> What to do
Wherever the string "note" shows up in the data below, copy the whole line.

==================================================

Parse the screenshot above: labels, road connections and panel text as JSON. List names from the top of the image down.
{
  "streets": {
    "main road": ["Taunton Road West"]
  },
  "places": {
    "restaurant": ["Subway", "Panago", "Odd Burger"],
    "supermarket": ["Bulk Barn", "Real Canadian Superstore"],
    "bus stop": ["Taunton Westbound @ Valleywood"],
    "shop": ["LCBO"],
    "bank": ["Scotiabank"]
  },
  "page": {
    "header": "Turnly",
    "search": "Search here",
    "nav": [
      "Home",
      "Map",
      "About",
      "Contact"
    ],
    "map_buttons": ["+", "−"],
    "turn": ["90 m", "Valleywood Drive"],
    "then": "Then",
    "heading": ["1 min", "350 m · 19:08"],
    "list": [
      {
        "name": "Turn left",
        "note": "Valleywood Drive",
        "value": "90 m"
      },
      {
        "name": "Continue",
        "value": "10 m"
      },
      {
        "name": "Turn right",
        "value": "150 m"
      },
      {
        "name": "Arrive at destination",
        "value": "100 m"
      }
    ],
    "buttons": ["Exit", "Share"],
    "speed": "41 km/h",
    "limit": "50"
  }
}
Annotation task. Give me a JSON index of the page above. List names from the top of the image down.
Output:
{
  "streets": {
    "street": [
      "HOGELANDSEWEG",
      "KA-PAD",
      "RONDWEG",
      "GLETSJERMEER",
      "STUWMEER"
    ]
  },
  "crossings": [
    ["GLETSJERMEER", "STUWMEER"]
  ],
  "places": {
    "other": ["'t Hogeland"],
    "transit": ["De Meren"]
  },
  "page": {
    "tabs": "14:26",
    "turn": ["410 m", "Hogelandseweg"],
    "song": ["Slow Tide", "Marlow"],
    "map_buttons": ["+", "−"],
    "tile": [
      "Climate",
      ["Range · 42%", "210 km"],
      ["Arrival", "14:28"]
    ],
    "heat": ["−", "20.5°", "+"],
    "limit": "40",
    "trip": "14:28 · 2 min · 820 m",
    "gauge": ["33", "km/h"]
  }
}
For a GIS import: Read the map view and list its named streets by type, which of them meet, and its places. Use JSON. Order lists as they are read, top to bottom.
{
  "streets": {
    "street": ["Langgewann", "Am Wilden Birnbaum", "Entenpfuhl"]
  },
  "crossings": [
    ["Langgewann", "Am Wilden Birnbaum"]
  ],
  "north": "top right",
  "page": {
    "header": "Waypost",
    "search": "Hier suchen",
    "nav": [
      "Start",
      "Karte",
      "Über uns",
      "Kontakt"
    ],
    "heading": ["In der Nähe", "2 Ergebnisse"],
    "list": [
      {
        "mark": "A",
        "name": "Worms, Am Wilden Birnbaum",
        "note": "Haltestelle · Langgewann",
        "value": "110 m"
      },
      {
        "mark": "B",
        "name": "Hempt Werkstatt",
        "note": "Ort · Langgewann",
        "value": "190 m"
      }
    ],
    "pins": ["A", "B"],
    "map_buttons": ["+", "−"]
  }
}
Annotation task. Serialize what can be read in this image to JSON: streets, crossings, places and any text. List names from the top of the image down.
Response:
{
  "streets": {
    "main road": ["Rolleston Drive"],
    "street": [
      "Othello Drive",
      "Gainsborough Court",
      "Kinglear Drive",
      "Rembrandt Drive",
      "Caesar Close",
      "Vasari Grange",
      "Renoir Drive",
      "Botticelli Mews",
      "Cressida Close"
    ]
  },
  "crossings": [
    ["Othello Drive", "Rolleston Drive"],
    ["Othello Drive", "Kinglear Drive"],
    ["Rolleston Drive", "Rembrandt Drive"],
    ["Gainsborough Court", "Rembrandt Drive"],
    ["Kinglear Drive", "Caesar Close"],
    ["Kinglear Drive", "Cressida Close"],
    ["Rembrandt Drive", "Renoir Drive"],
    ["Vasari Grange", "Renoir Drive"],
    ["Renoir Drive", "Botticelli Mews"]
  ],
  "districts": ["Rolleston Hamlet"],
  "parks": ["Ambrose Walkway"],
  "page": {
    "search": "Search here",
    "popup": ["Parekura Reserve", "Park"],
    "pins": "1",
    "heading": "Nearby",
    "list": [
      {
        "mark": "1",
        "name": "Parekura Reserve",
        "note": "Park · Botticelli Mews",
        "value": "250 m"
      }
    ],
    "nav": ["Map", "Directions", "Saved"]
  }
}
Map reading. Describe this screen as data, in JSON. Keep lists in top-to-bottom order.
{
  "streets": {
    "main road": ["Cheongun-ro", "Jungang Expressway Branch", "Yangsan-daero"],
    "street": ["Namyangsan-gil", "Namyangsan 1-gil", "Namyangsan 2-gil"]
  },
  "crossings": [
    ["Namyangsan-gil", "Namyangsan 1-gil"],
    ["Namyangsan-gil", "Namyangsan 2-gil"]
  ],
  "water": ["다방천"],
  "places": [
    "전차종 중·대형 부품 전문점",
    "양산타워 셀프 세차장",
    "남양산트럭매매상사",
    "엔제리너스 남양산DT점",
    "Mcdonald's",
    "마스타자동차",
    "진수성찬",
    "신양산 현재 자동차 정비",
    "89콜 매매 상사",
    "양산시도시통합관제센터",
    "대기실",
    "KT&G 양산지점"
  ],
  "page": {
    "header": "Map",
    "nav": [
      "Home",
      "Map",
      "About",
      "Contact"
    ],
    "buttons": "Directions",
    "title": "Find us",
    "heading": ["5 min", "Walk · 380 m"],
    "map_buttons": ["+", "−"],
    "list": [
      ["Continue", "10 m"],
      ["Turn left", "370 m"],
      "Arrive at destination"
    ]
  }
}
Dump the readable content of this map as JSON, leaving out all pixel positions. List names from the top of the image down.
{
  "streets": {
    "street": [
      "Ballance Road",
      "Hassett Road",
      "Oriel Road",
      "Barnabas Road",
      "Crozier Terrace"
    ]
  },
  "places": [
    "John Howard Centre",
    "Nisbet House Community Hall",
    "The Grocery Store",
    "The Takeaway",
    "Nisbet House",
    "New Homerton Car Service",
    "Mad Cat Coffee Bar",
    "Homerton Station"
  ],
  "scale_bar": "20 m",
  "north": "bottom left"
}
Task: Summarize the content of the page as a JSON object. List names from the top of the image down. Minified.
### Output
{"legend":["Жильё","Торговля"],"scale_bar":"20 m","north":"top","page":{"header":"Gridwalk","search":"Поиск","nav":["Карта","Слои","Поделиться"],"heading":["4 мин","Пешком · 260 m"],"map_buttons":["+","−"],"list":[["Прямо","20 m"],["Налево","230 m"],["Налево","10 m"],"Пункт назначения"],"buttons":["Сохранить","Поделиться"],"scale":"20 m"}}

==================================================

> Result of the exercise
        "note": "Valleywood Drive",
        "note": "Haltestelle · Langgewann",
        "note": "Ort · Langgewann",
        "note": "Park · Botticelli Mews",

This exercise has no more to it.